# [WORK TASK]
For the word "lists", return each line of the data in which it occurs.

# [LISTED ENTRIES]
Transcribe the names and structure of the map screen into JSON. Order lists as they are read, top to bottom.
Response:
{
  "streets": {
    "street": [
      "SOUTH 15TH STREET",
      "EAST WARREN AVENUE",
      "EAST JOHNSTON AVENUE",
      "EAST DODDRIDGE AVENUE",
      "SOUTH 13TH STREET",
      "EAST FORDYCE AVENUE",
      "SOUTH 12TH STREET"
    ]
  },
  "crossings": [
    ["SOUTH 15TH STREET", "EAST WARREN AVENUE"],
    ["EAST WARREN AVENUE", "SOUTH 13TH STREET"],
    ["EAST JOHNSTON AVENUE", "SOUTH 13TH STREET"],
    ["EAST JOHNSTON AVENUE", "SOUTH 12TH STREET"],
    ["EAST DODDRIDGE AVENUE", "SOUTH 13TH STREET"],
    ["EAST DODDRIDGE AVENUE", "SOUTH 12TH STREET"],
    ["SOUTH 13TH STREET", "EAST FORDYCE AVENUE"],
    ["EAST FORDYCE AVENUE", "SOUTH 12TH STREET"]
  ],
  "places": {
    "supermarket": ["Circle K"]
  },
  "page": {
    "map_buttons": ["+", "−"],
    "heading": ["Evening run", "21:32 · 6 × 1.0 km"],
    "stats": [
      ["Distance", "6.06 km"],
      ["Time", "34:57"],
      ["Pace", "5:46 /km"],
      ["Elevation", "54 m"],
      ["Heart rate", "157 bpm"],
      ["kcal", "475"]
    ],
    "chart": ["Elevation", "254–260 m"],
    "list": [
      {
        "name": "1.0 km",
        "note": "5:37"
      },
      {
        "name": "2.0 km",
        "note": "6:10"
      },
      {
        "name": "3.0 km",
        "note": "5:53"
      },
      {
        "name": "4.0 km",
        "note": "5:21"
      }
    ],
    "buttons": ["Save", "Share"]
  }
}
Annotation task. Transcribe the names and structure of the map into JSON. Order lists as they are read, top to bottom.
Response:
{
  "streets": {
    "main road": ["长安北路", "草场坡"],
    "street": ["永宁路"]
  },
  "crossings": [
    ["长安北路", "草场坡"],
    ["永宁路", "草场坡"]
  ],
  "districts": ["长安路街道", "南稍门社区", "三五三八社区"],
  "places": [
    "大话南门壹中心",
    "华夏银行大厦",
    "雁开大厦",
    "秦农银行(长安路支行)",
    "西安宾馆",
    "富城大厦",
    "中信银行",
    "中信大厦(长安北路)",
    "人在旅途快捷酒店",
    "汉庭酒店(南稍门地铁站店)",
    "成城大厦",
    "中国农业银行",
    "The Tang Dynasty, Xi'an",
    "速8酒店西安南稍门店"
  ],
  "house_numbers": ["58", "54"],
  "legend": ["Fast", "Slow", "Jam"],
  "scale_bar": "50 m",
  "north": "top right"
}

# [TASK RESULT]
Transcribe the names and structure of the map screen into JSON. Order lists as they are read, top to bottom.
Annotation task. Transcribe the names and structure of the map into JSON. Order lists as they are read, top to bottom.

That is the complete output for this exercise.